- _Exercise instructions_: Pick every line with "this" from the material below.

- _Exercise material_:
-=-=-=-=-
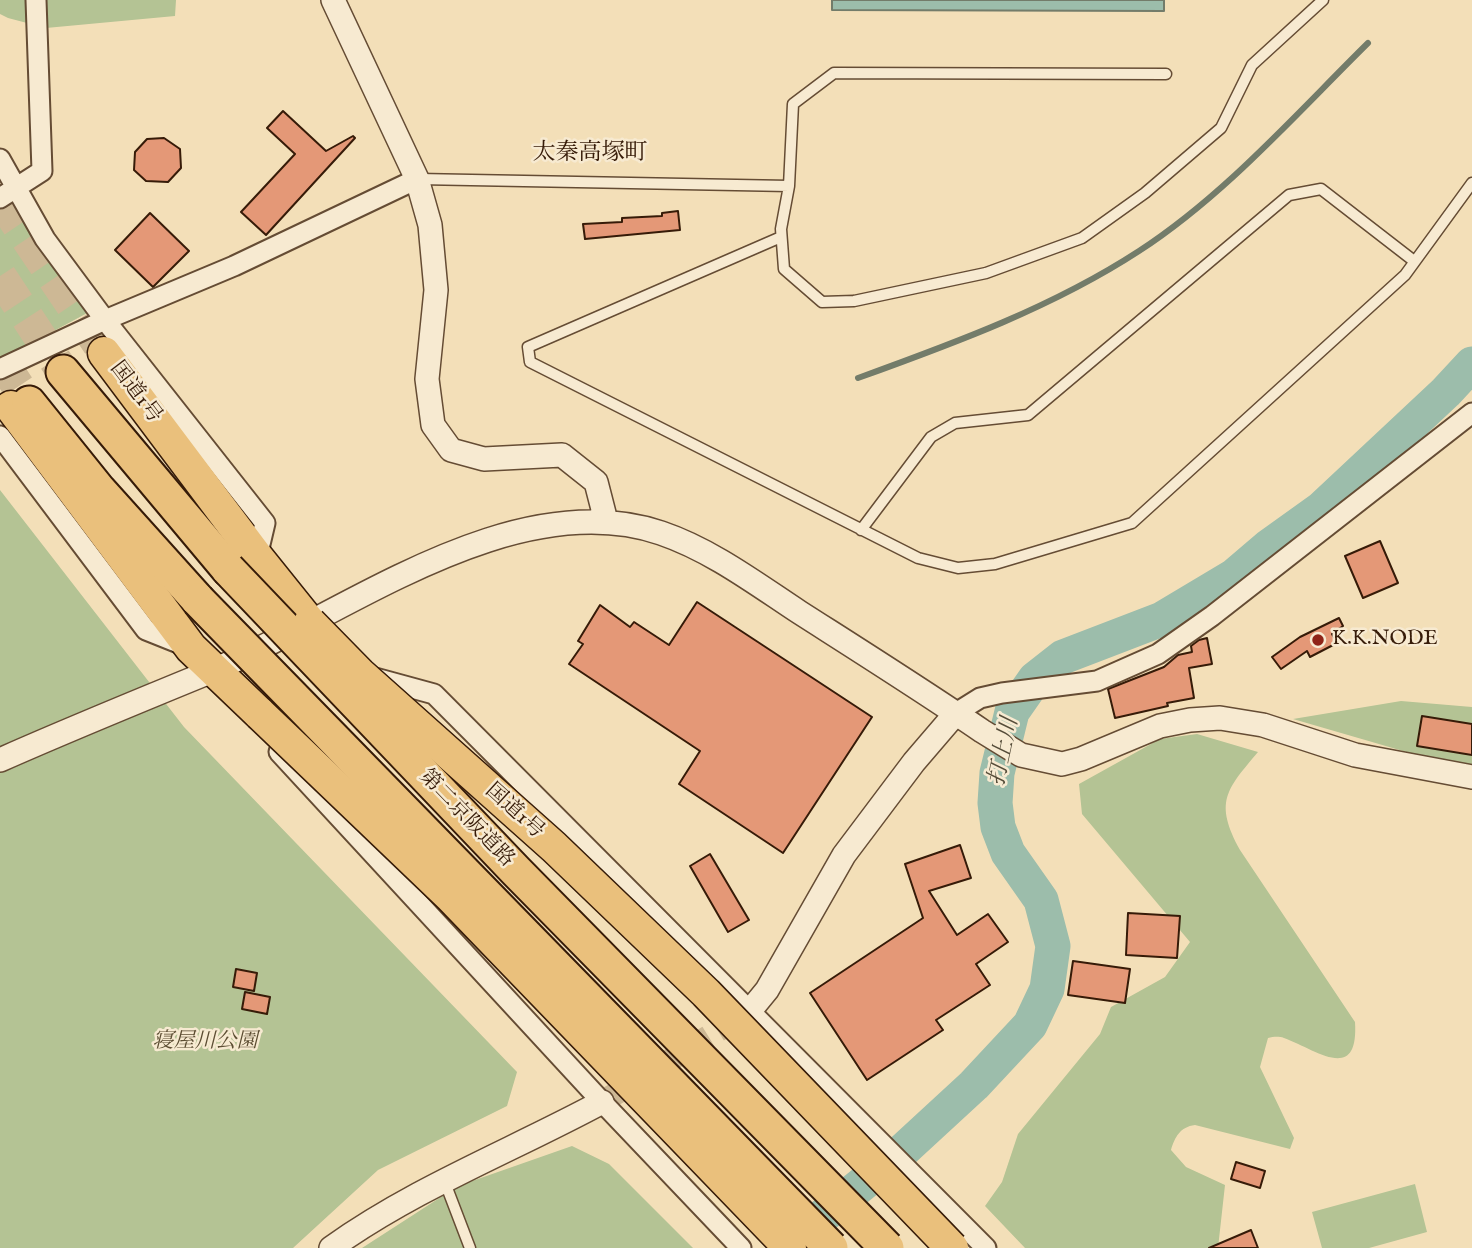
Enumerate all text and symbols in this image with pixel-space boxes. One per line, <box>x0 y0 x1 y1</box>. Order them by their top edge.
district label: 太秦高塚町 <box>533 140 647 168</box>
street label: 国道1号 <box>104 357 166 429</box>
place label: K.K.NODE <box>1332 627 1438 653</box>
marker: K.K.NODE <box>1310 632 1326 648</box>
water label: 打上川 <box>984 715 1026 789</box>
street label: 第二京阪道路 <box>413 765 519 873</box>
street label: 国道1号 <box>479 779 549 845</box>
park label: 寝屋川公園 <box>153 1030 257 1056</box>

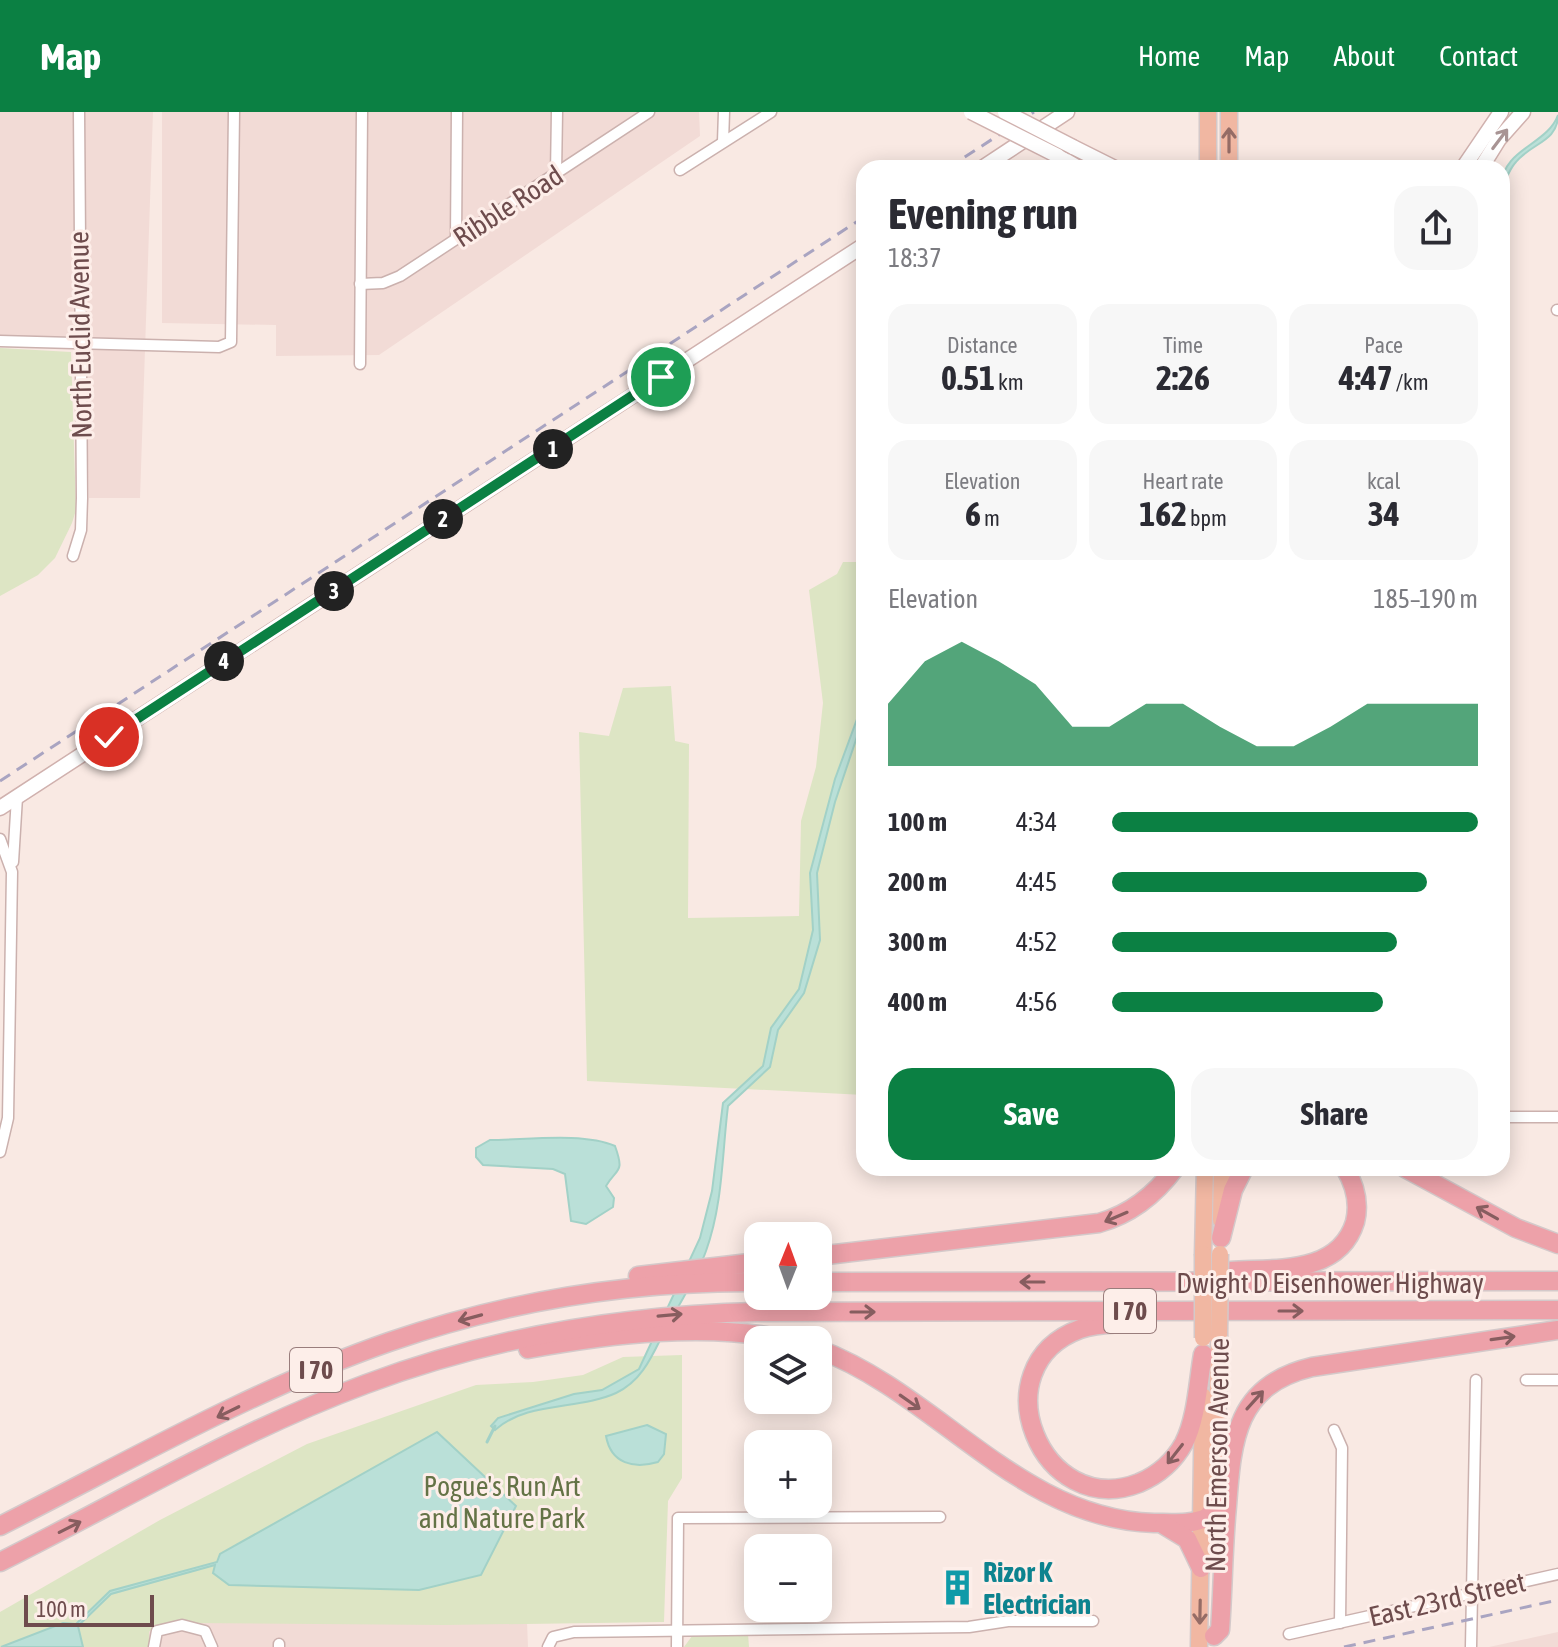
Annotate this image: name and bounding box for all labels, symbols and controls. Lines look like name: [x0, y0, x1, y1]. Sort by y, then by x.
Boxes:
text: Map: [40, 35, 101, 78]
text: Home: [1138, 40, 1200, 72]
text: Map: [1244, 40, 1289, 72]
text: About: [1333, 40, 1395, 72]
text: Contact: [1439, 40, 1518, 72]
one-way arrow: [1221, 127, 1237, 154]
one-way arrow: [1492, 128, 1508, 150]
street label: Ribble Road: [447, 159, 569, 253]
button: share: [1394, 186, 1478, 270]
text: Evening run: [888, 188, 1078, 238]
street label: North Euclid Avenue: [62, 231, 98, 439]
text: 18:37: [888, 243, 942, 273]
text: Distance: [947, 332, 1018, 358]
text: Time: [1163, 332, 1203, 358]
text: Pace: [1364, 332, 1403, 358]
pin: [627, 343, 695, 411]
icon: arrive: [639, 355, 683, 399]
text: 0.51: [941, 358, 995, 397]
text: 2:26: [1156, 358, 1210, 397]
text: 4:47: [1339, 358, 1393, 397]
text: km: [995, 369, 1024, 395]
text: /km: [1393, 369, 1429, 395]
pin: 1: [533, 429, 573, 469]
text: 1: [548, 436, 558, 462]
text: Elevation: [944, 468, 1020, 494]
text: Heart rate: [1142, 468, 1224, 494]
text: kcal: [1367, 468, 1400, 494]
text: 6: [965, 494, 981, 533]
text: 162: [1139, 494, 1187, 533]
text: 34: [1368, 494, 1400, 533]
pin: 2: [423, 499, 463, 539]
text: m: [981, 505, 1000, 531]
text: bpm: [1187, 505, 1227, 531]
text: 2: [438, 506, 448, 532]
pin: 3: [314, 571, 354, 611]
text: 3: [329, 578, 339, 604]
text: Elevation: [888, 584, 978, 614]
text: 185–190 m: [1373, 584, 1478, 614]
pin: 4: [204, 641, 244, 681]
text: 4: [219, 648, 229, 674]
pin: [75, 703, 143, 771]
icon: check: [87, 715, 131, 759]
text: 100 m: [888, 807, 947, 837]
text: 4:34: [1016, 807, 1057, 837]
text: 200 m: [888, 867, 947, 897]
text: 4:45: [1016, 867, 1057, 897]
text: 300 m: [888, 927, 947, 957]
text: 4:52: [1016, 927, 1057, 957]
text: 400 m: [888, 987, 947, 1017]
text: 4:56: [1016, 987, 1057, 1017]
button: Save: [888, 1068, 1175, 1160]
button: Share: [1191, 1068, 1478, 1160]
one-way arrow: [1476, 1204, 1499, 1220]
one-way arrow: [1104, 1210, 1129, 1225]
north arrow: [744, 1222, 832, 1310]
map controls: [744, 1222, 832, 1622]
street label: Dwight D Eisenhower Highway: [1176, 1267, 1484, 1299]
one-way arrow: [1019, 1274, 1046, 1290]
road number: I 70: [1104, 1289, 1156, 1333]
one-way arrow: [1277, 1303, 1304, 1319]
one-way arrow: [849, 1304, 876, 1320]
one-way arrow: [656, 1307, 683, 1322]
one-way arrow: [457, 1312, 483, 1327]
button: layers: [744, 1326, 832, 1414]
one-way arrow: [1490, 1330, 1515, 1345]
street label: North Emerson Avenue: [1199, 1338, 1235, 1572]
road number: I 70: [290, 1348, 342, 1392]
one-way arrow: [1246, 1390, 1264, 1410]
one-way arrow: [898, 1393, 920, 1410]
one-way arrow: [216, 1405, 240, 1420]
button: +: [744, 1430, 832, 1518]
one-way arrow: [1167, 1443, 1184, 1464]
park label: Pogue's Run Art and Nature Park: [419, 1470, 585, 1534]
one-way arrow: [57, 1519, 81, 1535]
button: −: [744, 1534, 832, 1622]
place label: Rizor K Electrician: [983, 1556, 1091, 1620]
street label: East 23rd Street: [1366, 1565, 1528, 1633]
building icon: Rizor K Electrician: [938, 1569, 976, 1607]
scale bar: [24, 1591, 154, 1627]
text: 100 m: [36, 1596, 86, 1622]
one-way arrow: [1192, 1598, 1208, 1625]

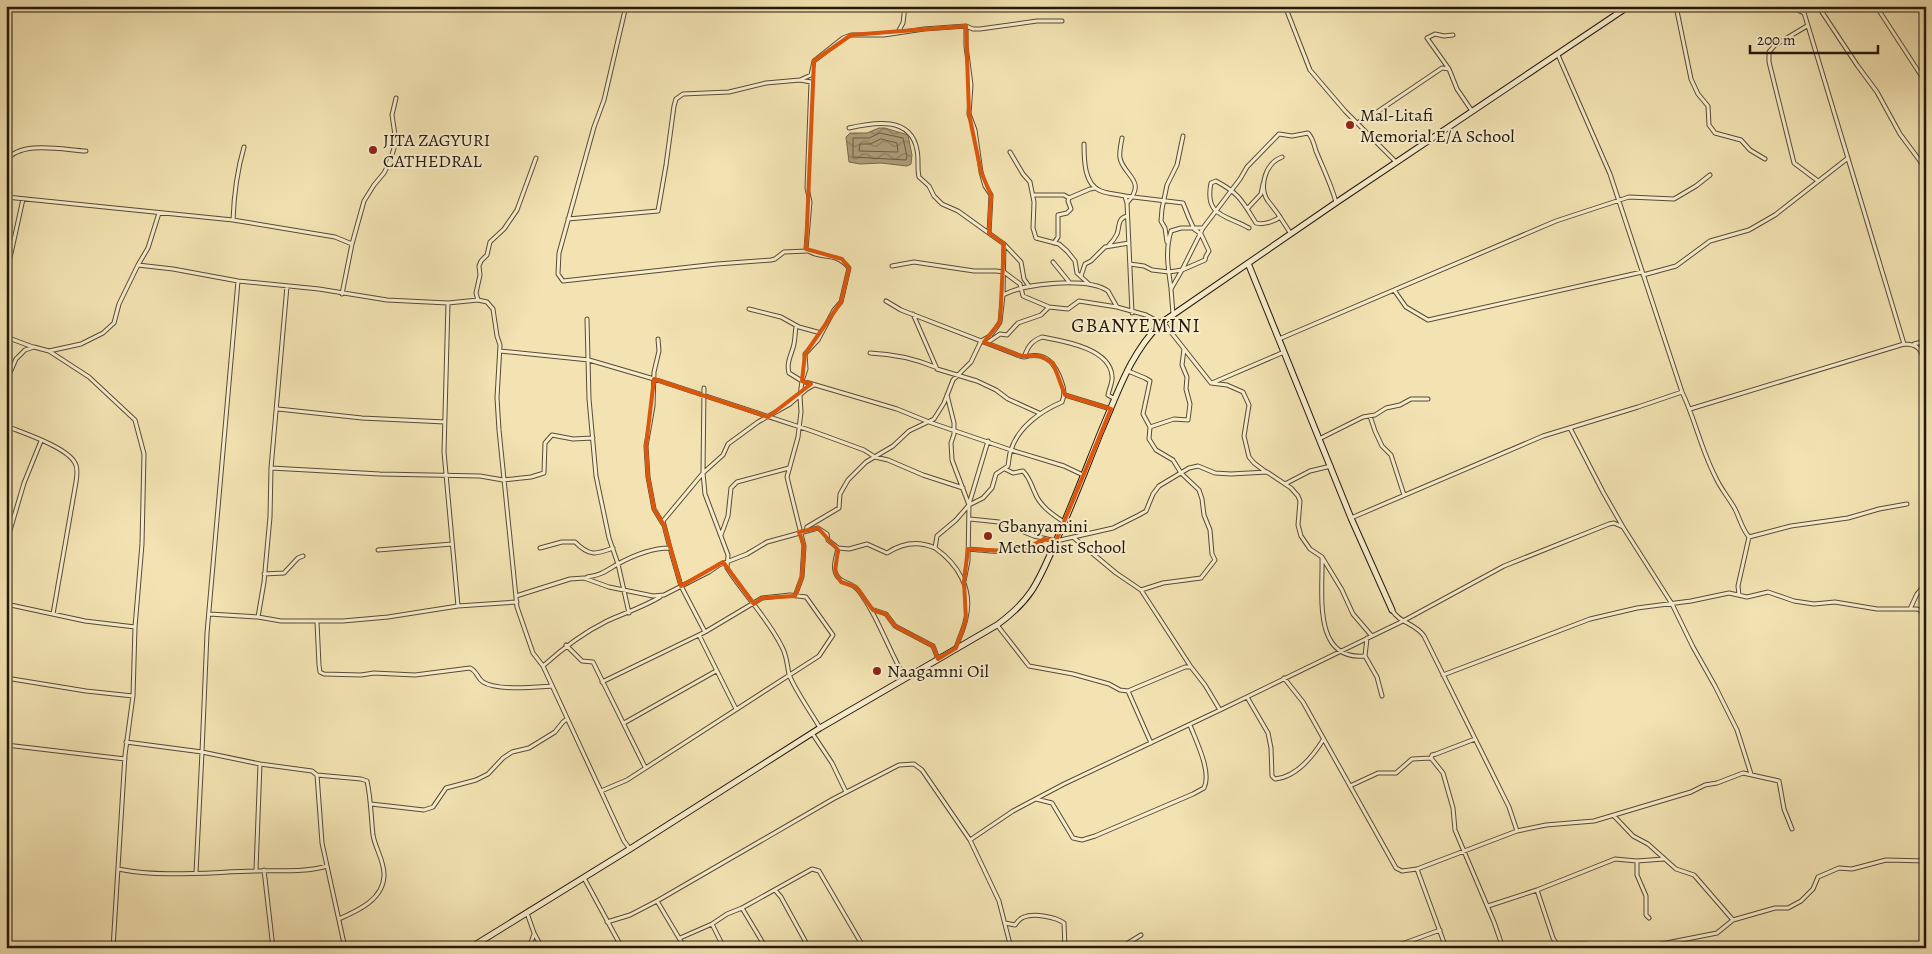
-=-=-=-=-
- _Result of the exercise_:
Enumerate all text and symbols in this image with pixel-space boxes. One per line, <box>x0 y0 x1 y1</box>. Order them by their top edge.
Annotate this image: name and bounding box for all labels, symbols and controls. Lines look like name: [x0, y0, x1, y1]. Sort by y, then by x.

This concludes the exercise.